_Task prompt_: Write every entry out again exactly, please, and skip the pictures.

_Given data_:

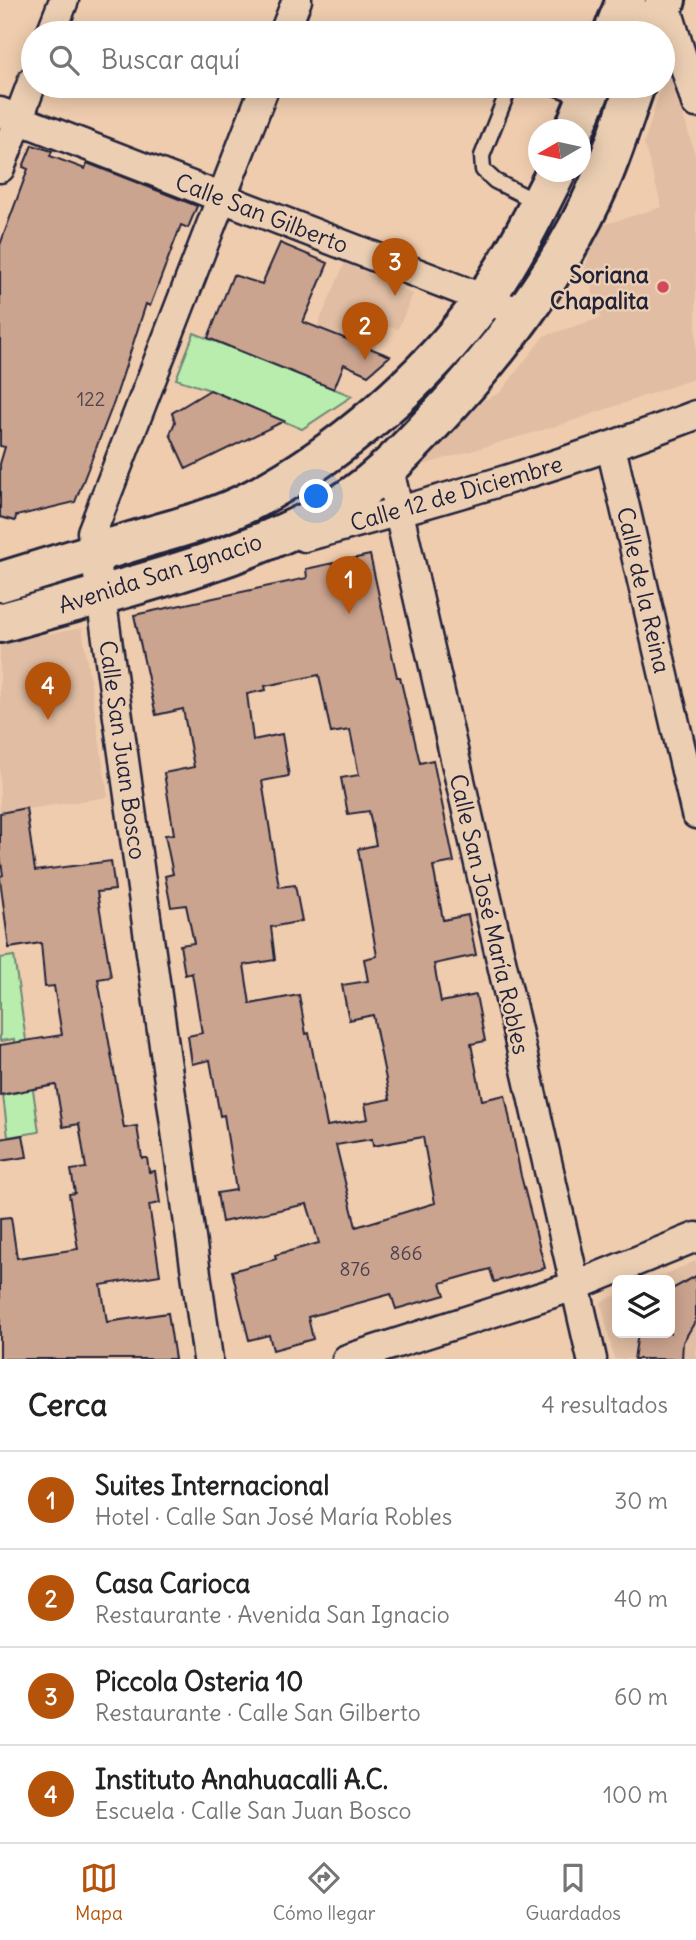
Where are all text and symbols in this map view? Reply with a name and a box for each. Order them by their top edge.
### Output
search box [21,21,675,98]
icon: search [45,41,83,79]
text: Buscar aquí [101,43,240,76]
north arrow [528,119,591,182]
street label: Calle San Gilberto [171,167,353,259]
pin: 3 [372,238,418,296]
place label: Soriana Chapalita [550,260,649,315]
marker: Soriana Chapalita [655,279,671,295]
pin: 2 [342,302,388,360]
house number: 122 [77,387,105,411]
street label: Calle 12 de Diciembre [347,449,565,537]
your location [299,479,333,513]
street label: Calle de la Reina [611,504,677,676]
street label: Avenida San Ignacio [55,526,265,620]
pin: 1 [326,556,372,614]
street label: Calle San Juan Bosco [93,639,153,861]
pin: 4 [25,662,71,720]
street label: Calle San José María Robles [444,771,536,1057]
house number: 866 [390,1241,422,1265]
house number: 876 [340,1257,370,1281]
map controls [612,1275,675,1338]
button: layers [612,1275,675,1338]
text: Cerca [28,1386,107,1424]
text: 4 resultados [541,1390,668,1419]
text: Suites Internacional [95,1469,329,1502]
text: 1 [46,1486,56,1515]
text: 30 m [614,1486,668,1515]
text: Hotel · Calle San José María Robles [95,1502,452,1531]
text: Casa Carioca [95,1567,250,1600]
text: 2 [45,1584,57,1613]
text: 40 m [614,1584,668,1613]
text: Restaurante · Avenida San Ignacio [95,1600,450,1629]
text: Piccola Osteria 10 [95,1665,303,1698]
text: 3 [44,1682,58,1711]
text: 60 m [614,1682,668,1711]
text: Restaurante · Calle San Gilberto [95,1698,421,1727]
text: Instituto Anahuacalli A.C. [95,1763,388,1796]
text: 4 [44,1780,58,1809]
text: 100 m [603,1780,668,1809]
text: Escuela · Calle San Juan Bosco [95,1796,412,1825]
tab: Mapa [75,1859,123,1925]
tab: Cómo llegar [273,1859,376,1925]
tab: Guardados [525,1859,621,1925]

_Reply_:
Where are all text and symbols in this map view? Reply with a name and a box for each. Order them by their top edge.
### Output
search box [21,21,675,98]
icon: search [45,41,83,79]
text: Buscar aquí [101,43,240,76]
north arrow [528,119,591,182]
street label: Calle San Gilberto [171,167,353,259]
pin: 3 [372,238,418,296]
place label: Soriana Chapalita [550,260,649,315]
marker: Soriana Chapalita [655,279,671,295]
pin: 2 [342,302,388,360]
house number: 122 [77,387,105,411]
street label: Calle 12 de Diciembre [347,449,565,537]
your location [299,479,333,513]
street label: Calle de la Reina [611,504,677,676]
street label: Avenida San Ignacio [55,526,265,620]
pin: 1 [326,556,372,614]
street label: Calle San Juan Bosco [93,639,153,861]
pin: 4 [25,662,71,720]
street label: Calle San José María Robles [444,771,536,1057]
house number: 866 [390,1241,422,1265]
house number: 876 [340,1257,370,1281]
map controls [612,1275,675,1338]
button: layers [612,1275,675,1338]
text: Cerca [28,1386,107,1424]
text: 4 resultados [541,1390,668,1419]
text: Suites Internacional [95,1469,329,1502]
text: 1 [46,1486,56,1515]
text: 30 m [614,1486,668,1515]
text: Hotel · Calle San José María Robles [95,1502,452,1531]
text: Casa Carioca [95,1567,250,1600]
text: 2 [45,1584,57,1613]
text: 40 m [614,1584,668,1613]
text: Restaurante · Avenida San Ignacio [95,1600,450,1629]
text: Piccola Osteria 10 [95,1665,303,1698]
text: 3 [44,1682,58,1711]
text: 60 m [614,1682,668,1711]
text: Restaurante · Calle San Gilberto [95,1698,421,1727]
text: Instituto Anahuacalli A.C. [95,1763,388,1796]
text: 4 [44,1780,58,1809]
text: 100 m [603,1780,668,1809]
text: Escuela · Calle San Juan Bosco [95,1796,412,1825]
tab: Mapa [75,1859,123,1925]
tab: Cómo llegar [273,1859,376,1925]
tab: Guardados [525,1859,621,1925]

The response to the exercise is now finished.